Más contundente, la presidenta (con A) Claudia Sheinbaum Pardo rechazó la posibilidad de reunirse con dirigentes de la oposición para analizar la referida reforma.
De gira por Querétaro, aseguró que durante su sexenio solo se reunirá con gobernadores y con el pueblo de México, más no con dirigentes de partidos políticos opositores.
Le asignó a la secretaria de Gobernación, Rosa Icela Rodríguez, la responsabilidad del diálogo con la oposición: “La secretaria de Gobernación ahí está para cualquier tema. Personalmente, yo voy a estar dialogando con el pueblo de México, viendo a todo el país”.

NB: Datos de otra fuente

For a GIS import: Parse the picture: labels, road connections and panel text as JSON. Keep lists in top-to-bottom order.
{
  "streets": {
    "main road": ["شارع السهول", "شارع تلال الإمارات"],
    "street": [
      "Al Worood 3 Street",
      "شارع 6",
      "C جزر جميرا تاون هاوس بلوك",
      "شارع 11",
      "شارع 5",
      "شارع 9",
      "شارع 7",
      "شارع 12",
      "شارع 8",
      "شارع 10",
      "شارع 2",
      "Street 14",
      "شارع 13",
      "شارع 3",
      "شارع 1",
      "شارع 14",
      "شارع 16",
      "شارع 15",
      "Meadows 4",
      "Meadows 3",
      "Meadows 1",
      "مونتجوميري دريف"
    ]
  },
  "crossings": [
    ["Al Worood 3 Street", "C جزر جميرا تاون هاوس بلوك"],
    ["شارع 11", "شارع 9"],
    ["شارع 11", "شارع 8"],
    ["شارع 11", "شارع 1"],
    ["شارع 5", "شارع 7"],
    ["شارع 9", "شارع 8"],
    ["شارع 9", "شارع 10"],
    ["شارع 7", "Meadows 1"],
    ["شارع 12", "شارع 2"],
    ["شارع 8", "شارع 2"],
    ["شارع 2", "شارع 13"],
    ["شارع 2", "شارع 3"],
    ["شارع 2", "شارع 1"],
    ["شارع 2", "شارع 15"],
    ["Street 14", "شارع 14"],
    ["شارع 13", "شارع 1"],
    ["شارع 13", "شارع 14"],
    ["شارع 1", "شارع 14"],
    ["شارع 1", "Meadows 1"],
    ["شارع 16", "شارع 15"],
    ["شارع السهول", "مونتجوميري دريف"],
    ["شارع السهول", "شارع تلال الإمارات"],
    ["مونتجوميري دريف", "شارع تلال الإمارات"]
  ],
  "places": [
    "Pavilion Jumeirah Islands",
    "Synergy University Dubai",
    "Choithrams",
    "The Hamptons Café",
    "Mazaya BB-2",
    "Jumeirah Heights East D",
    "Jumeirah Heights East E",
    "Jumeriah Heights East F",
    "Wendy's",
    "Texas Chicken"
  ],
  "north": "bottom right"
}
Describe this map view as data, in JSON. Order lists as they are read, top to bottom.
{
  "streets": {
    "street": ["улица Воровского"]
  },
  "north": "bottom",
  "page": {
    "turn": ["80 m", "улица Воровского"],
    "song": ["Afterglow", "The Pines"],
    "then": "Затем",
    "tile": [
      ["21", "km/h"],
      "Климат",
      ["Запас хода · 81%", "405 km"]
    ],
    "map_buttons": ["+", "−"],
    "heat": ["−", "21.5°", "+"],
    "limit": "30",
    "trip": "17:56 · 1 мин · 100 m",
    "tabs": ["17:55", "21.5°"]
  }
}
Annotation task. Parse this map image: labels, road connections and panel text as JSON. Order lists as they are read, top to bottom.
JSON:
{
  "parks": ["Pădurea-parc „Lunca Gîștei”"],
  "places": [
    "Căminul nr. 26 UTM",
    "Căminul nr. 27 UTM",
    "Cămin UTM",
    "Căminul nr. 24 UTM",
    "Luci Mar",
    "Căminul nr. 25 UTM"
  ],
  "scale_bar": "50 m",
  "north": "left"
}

El pasado día 13, en conferencia de prensa con representantes de medios estatales, la Presidenta aseguró que, desde su perspectiva, de eso debe encargarse la Secretaría de Gobernación, pues consideró que “ella tiene ese papel, esa tarea de hablar con, si es necesario, grupos parlamentarios, pero también tiene que haber una relación de respeto mutua, hay proyectos distintos y eso no tiene que asustar a nadie».
En su mañanera de ayer, la mandataria descalificó las demandas de la oposición en materia electoral. Aseguró que las posiciones de los opositores han sido escuchadas y leídas sus propuestas, pero el Ejecutivo mantiene la atribución de enviar su propia iniciativa al Congreso sin que ello implique incorporar planteamientos que consideró deficientes.
Durante la conferencia mañanera, el reportero de Meganoticias, Jorge Chaparro, cuestionó sobre la confiabilidad del senador Adán Augusto López como negociador de la reforma, así como sobre la pertinencia de incluir propuestas de partidos de oposición y otros actores políticos.
“Leí la propuesta que presentó Claudio X. González, bastante mala, por cierto”, señaló y luego expresó algo similar acerca de una recomendación del ex presidente del INE Lorenzo Córdova.